Attorney General Mike DeWine called it a "systemic failure." But the big question is, should any police be put on trial for a crime?
We should learn whether any police will face criminal charges by the end of this week or early next week. The grand jury is within days of exhausting its nine-month maximum service.
The 13 police involved in the shooting had to make split-second decisions. The grand jury has been in session since September and has spent months reviewing investigations and new information about exactly what happened that night to make theirs.
This will be the most controversial moment of Cuyahoga County Prosecutor Tim McGinty's time on the job.
He has made public comments strongly suggesting that police personnel will be indicted for a crime.
The Police Patrolman's Union backed his run for election. But that relationship is not what it was then.
The city has already administered discipline to officers and supervisors for violating rules, in many cases improperly joining in the 60-plus car chase without needed permission.
63 officers received suspensions.
9 supervisors were suspended, two demoted and one was fired.
Mayor Frank Jackson demanded and Former Chief, now Safety Director Mike McGrath conducted transparent proceedings with unprecedented accountability.
The city has yet to review the behavior of officers' use of deadly force in the shooting.
All 13 officers firing told investigators they feared for their lives. That usually is the criteria for a "justifiable" shooting.
Much attention has focused on Detective Michael Brelo. He's an Iraqi war veteran who hopped on the hood of the victims' car emptying and reloading his weapon.
But those fears were apparently based on mistaken beliefs that Russell and/or Williams were armed and firing. Some police feared being struck by the getaway car.
Police defenders argue that Russell and Williams would be alive if they had stopped and pulled over.
Police critics call what happened a "massacre" and "execution."
If Cleveland police cars had dashcams, video of what took place would have become an ugly national story.
Seven of nine voting grand jurors must decide to indict for officers to face charges.
No matter what they decide, the community will face another round of a wrenching and difficult debate.

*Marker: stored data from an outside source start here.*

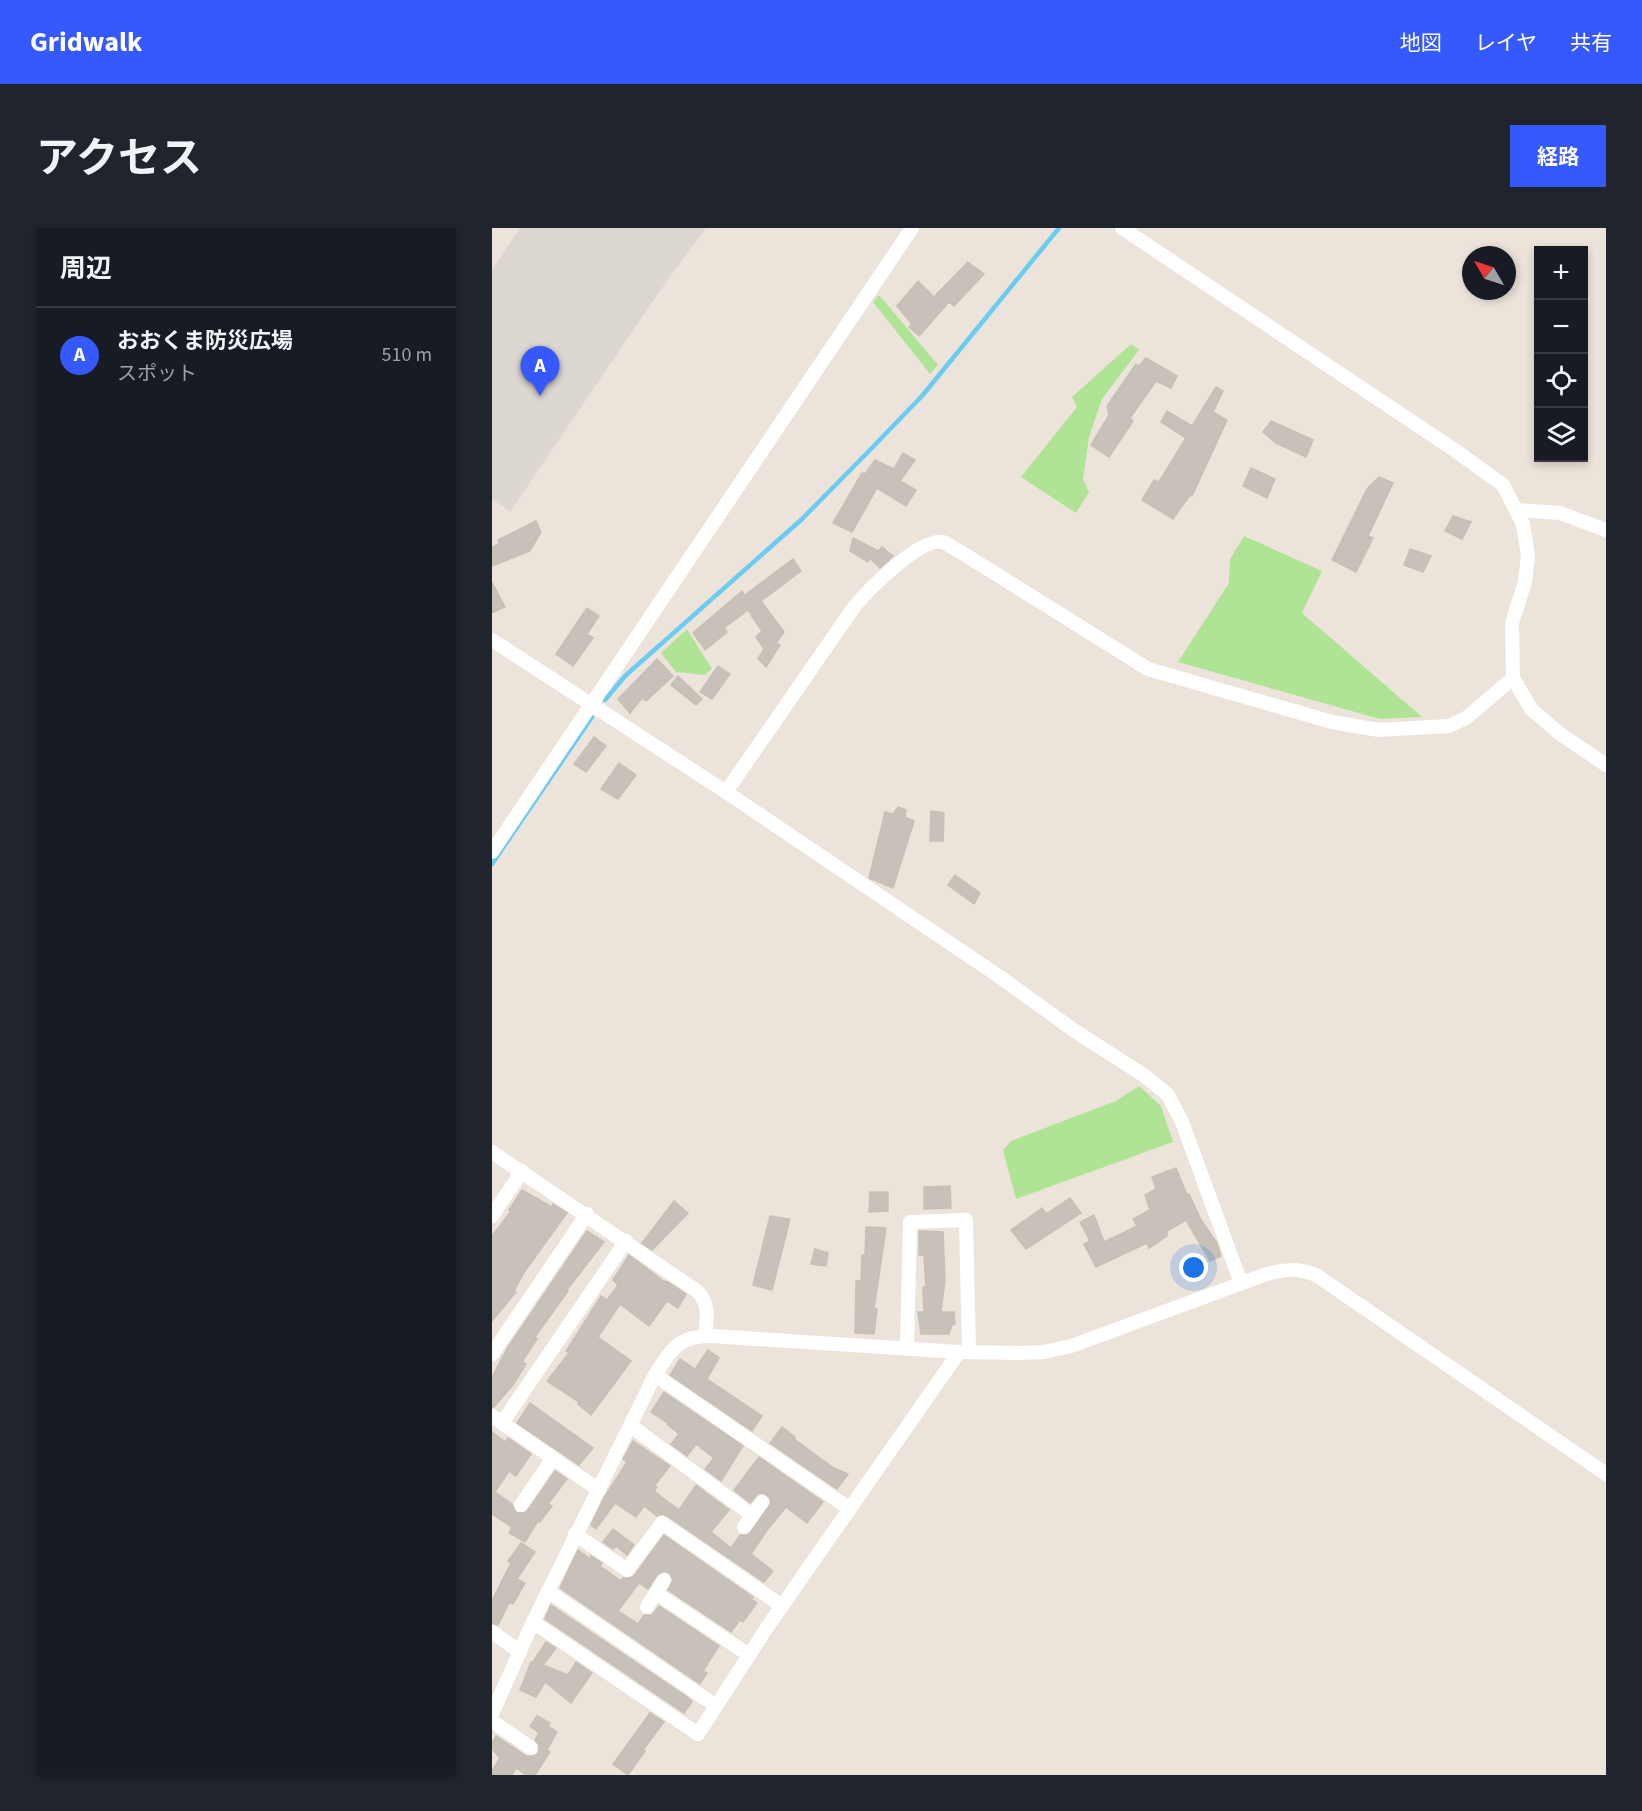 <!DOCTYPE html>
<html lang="ja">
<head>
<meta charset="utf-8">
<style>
  :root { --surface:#171b24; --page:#20242c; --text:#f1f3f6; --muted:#9ea1a6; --line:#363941; --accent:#3659fd }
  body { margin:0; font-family:"Source Sans 3","Noto Sans JP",sans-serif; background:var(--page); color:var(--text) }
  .controls { position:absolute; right:18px; top:18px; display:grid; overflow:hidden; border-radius:0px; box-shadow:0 3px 9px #0003 }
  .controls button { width:54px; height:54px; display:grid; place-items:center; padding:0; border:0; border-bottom:2px solid var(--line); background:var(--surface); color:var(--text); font:30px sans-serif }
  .compass { position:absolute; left:970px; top:18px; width:54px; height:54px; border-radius:50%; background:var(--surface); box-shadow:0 3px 9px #0003; rotate:309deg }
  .you { position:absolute; left:702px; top:1040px; width:21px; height:21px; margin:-15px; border:4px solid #fff; border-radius:50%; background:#1a73e8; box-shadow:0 0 0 9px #1a73e833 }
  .badge { display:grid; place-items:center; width:39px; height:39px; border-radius:50%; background:var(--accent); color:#fff; font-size:20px; font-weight:700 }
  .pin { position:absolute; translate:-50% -50px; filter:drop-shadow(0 2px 3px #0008) }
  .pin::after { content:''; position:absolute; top:32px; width:21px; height:18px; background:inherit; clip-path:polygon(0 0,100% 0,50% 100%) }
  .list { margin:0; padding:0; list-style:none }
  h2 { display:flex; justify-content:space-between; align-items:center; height:78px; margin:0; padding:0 24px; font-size:26px }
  h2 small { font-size:20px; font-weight:400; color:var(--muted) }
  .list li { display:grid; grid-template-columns:39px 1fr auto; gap:18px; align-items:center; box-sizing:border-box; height:96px; padding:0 24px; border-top:2px solid var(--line) }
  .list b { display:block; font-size:22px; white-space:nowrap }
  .list p { margin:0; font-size:20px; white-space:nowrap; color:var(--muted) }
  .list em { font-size:20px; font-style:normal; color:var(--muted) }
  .icon { flex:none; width:33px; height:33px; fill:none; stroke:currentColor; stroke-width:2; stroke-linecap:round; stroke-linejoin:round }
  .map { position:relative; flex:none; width:1114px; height:1547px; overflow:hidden; border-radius:0px }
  header { display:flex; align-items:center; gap:36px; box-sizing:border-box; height:84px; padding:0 30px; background:var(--accent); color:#fff }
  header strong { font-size:28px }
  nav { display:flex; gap:33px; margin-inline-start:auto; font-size:21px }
  .intro { display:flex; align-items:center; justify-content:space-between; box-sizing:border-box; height:144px; padding:0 36px }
  h1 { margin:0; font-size:42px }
  .button { padding:15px 27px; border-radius:0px; background:var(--accent); color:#fff; font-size:21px; font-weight:700 }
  main { display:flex; gap:36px; padding:0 36px }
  aside { flex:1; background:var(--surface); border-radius:0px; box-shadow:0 3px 9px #0003 }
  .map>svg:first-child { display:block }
  .green { fill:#afe495 }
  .plaza { fill:#dcd7d1 }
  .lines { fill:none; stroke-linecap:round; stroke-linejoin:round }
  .stream { stroke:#6accf0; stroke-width:4.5 }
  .building { fill:#c7c1ba; stroke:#c7c0b4; stroke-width:1.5 }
  .minor { stroke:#fff; stroke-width:14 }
</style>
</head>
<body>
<header>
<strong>Gridwalk</strong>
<nav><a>地図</a><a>レイヤ</a><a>共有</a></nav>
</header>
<div class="intro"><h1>アクセス</h1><a class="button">経路</a></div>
<main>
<aside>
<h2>周辺<small></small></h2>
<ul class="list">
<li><span class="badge">A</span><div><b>おおくま防災広場</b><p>スポット</p></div><em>510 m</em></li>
</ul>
</aside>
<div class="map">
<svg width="1114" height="1547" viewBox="0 0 1114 1547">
  <rect width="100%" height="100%" fill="#ece4da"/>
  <g class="green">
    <polygon points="387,67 446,137 438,146 381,74"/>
    <polygon points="639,116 647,122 610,171 597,209 591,251 597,264 584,285 529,249 585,179 580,169"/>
    <polygon points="752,308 830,343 810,385 930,489 888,491 686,434 737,355 738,331"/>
    <polygon points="195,401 220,441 212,447 184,444 169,425"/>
    <polygon points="647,858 669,878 681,914 524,971 511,922 519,913 624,873"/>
  </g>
  <polygon class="plaza" points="28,0 214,0 167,64 18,284 0,271 0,42"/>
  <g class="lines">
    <g class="stream">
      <polyline points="113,472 133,448 309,292 376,224 430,168 567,0"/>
      <polyline points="0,636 100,489"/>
    </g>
  </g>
  <g class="building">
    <polygon points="476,34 492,46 462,78 457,74 427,108 417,99 420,96 405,78 426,53 442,69"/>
    <polygon points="654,130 685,148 679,160 664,153 638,190 641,193 617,229 599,217 617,187 615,178 644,136 647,138"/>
    <polygon points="724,159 731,163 721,184 735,192 700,268 698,267 681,291 650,272 662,252 667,254 694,210 669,194 675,183 700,198"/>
    <polygon points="779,193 821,212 814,229 784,215 771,204"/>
    <polygon points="411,225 423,232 408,253 424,262 414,278 385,260 360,304 341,295 370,245 373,246 383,232 402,241"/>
    <polygon points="759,240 783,251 775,270 751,258"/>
    <polygon points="887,249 901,255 876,308 881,310 864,344 840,332 875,261"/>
    <polygon points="961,288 979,294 970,311 953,303"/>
    <polygon points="44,293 49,304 38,323 0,338 0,319 7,316 6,312"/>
    <polygon points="361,310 386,323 390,319 401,328 388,340 378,330 376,334 358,323"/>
    <polygon points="918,321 939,328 931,344 912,337"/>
    <polygon points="301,331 309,343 269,373 292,404 284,415 288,417 274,439 266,431 272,421 264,409 270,403 259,387 263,382 258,385 256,382 232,400 235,404 213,422 201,405 250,363 253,367"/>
    <polygon points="0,354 13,379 0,385"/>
    <polygon points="95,380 107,388 95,406 101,410 81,438 64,426"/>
    <polygon points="165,431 181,448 154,473 150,470 138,485 126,471"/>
    <polygon points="226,438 238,446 220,471 208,464"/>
    <polygon points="186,448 210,471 204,477 179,457"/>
    <polygon points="102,509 114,518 94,544 82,536"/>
    <polygon points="127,535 144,547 126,571 109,561"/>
    <polygon points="406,579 414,582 413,589 422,593 401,660 377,650 393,584 401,586"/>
    <polygon points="439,583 452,585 451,613 438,613"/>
    <polygon points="463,647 488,665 482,676 456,657"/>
    <polygon points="684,940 695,967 697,966 709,992 725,1015 729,1028 718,1033 694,992 675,1003 675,1008 657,1020 655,1015 604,1039 592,1016 598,1013 588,994 602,987 612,1014 645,998 641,991 658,982 653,967 664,961 660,949"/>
    <polygon points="458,958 459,980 432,981 432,959"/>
    <polygon points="30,962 60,979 61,976 75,985 33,1043 22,1063 24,1064 0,1093 0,1008 19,983 17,982"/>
    <polygon points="378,964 396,964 396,983 377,984"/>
    <polygon points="578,970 589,985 534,1021 519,1002 550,980 554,986"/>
    <polygon points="182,973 196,985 160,1022 150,1015"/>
    <polygon points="278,988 298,991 280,1062 261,1057"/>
    <polygon points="374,999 394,1000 382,1081 385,1081 382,1106 363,1105 364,1053 369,1053 370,1027 373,1027"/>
    <polygon points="95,1003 112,1014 75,1062 76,1063 43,1109 45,1111 30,1134 34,1136 21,1157 2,1179 0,1179 0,1149 16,1119"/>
    <polygon points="427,1003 451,1004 453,1052 449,1084 462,1084 463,1096 460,1097 457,1106 429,1106 426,1084 432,1084 431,1059 434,1058 432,1027 427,1027"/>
    <polygon points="323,1021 336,1025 334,1038 319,1036"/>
    <polygon points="137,1027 173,1054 174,1053 194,1066 186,1080 175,1073 157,1098 128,1076 106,1109 139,1133 99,1187 86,1176 87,1174 55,1153 77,1125 74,1123 109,1068 115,1072 126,1057 121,1052"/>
    <polygon points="216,1122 227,1130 215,1151 270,1188 260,1203 178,1147 188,1131 203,1141"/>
    <polygon points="172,1164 251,1218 229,1253 213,1241 222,1230 204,1216 195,1228 179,1216 187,1206 175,1196 176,1195 159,1184"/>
    <polygon points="38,1175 101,1220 87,1237 25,1195"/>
    <polygon points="290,1199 303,1209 302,1211 342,1240 356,1246 345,1261 278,1215"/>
    <polygon points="0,1204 13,1214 16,1210 39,1226 24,1248 17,1243 3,1264 20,1276 24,1285 32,1285 36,1282 63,1243 75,1251 56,1276 60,1278 48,1294 46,1293 33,1314 17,1305 20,1299 0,1286"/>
    <polygon points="141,1213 178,1238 163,1257 165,1259 162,1263 187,1282 204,1257 237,1282 219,1304 239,1320 248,1307 255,1307 259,1304 279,1275 278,1270 271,1265 266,1266 258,1275 242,1262 267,1229 331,1274 315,1295 294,1279 276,1301 259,1326 281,1343 272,1354 175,1288 170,1286 165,1288 152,1278 144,1289 123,1275 104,1301 99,1297 113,1268 135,1234 131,1231"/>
    <polygon points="121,1301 142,1317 135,1327 124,1318 121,1321 111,1314"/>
    <polygon points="172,1307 261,1369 259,1371 265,1375 251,1394 248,1392 239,1404 176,1362 181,1352 177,1345 172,1343 165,1347 156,1361 147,1355 126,1383 146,1396 152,1387 160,1387 167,1378 227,1418 211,1443 215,1445 208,1456 68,1360 86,1322 98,1331 99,1328 110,1335 108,1338 129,1353 131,1350 138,1350 142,1348"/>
    <polygon points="29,1315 43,1324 25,1351 33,1355 21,1376 17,1375 6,1397 0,1395 0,1373 19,1335 16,1333"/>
    <polygon points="59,1377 198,1471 200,1474 192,1485 53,1391"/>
    <polygon points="54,1414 64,1420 51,1437 76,1447 84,1434 100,1445 79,1475 53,1454 44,1469 28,1462 39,1434 41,1434"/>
    <polygon points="158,1485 172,1494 151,1522 153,1523 136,1547 121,1536"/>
    <polygon points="45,1488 58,1495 56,1498 65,1504 55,1522 58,1524 43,1547 34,1547 24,1540 20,1547 0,1547 0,1543 8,1530 0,1521 0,1515 4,1508 34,1528 42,1528 46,1526 47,1517 43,1512 47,1505 38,1498"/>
  </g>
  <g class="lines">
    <g class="minor">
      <polyline points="630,0 964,223 1011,257 1031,296 1036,328 1033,354 1020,395 1021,450 1039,481 1067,505 1114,537"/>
      <polyline points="1025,282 1068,285 1114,302"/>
      <polyline points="0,412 234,564 508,749 583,803 653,848 676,867 690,894 749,1055"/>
      <path d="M234,564L362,379C376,362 428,309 451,314C456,316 462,321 467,323L656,441L840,494L887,502L957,498L974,490L1021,450"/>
      <polyline points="0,624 420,0"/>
      <path d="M0,924L205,1063C218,1076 215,1090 213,1107"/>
      <polyline points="0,988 30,943"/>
      <polyline points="415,1120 418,994 474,992 477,1124"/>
      <polyline points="0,1126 95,986"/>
      <polyline points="163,1147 358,1281"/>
      <polyline points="0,1188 107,1262"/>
      <polyline points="10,1195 134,1013"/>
      <polyline points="139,1198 260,1287"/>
      <polyline points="29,1277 61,1230"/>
      <polyline points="252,1299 270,1274"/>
      <polyline points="83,1306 135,1342 170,1295 290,1378"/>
      <polyline points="56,1363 224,1478"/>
      <polyline points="164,1365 257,1427"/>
      <polyline points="155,1379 172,1352"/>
      <polyline points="41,1394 206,1506 276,1398 467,1124"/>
      <polyline points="0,1404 28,1424"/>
      <path d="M0,1486L41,1394L163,1147C179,1122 187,1107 220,1108L467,1124L528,1125L552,1124L579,1118L612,1106L772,1047C791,1041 806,1040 824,1047L1114,1246"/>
      <polyline points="0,1493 39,1520"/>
    </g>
  </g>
</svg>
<div class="controls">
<button>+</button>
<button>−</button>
<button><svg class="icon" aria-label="locate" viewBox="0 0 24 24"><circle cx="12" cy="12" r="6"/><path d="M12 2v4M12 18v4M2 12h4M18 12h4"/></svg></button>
<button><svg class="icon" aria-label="layers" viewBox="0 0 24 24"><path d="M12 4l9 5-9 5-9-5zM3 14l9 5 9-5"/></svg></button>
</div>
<svg class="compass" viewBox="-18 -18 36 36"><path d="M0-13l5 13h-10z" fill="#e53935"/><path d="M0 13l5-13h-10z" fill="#9ea1a6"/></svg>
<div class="you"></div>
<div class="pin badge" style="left:48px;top:168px">A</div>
</div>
</main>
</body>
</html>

As I write this, the Mayor's office is announcing a press conference to explain measures and seek community support to reduce violence as the weather gets warm.
There are too many guns, lots of drugs and disrespect for life on the street. And the last week which included a deadly gang shootout at a block party and three suspects shot by lawmen does not bode well for the summer ahead.
One way or another, the grand jury's decision could add to the mix.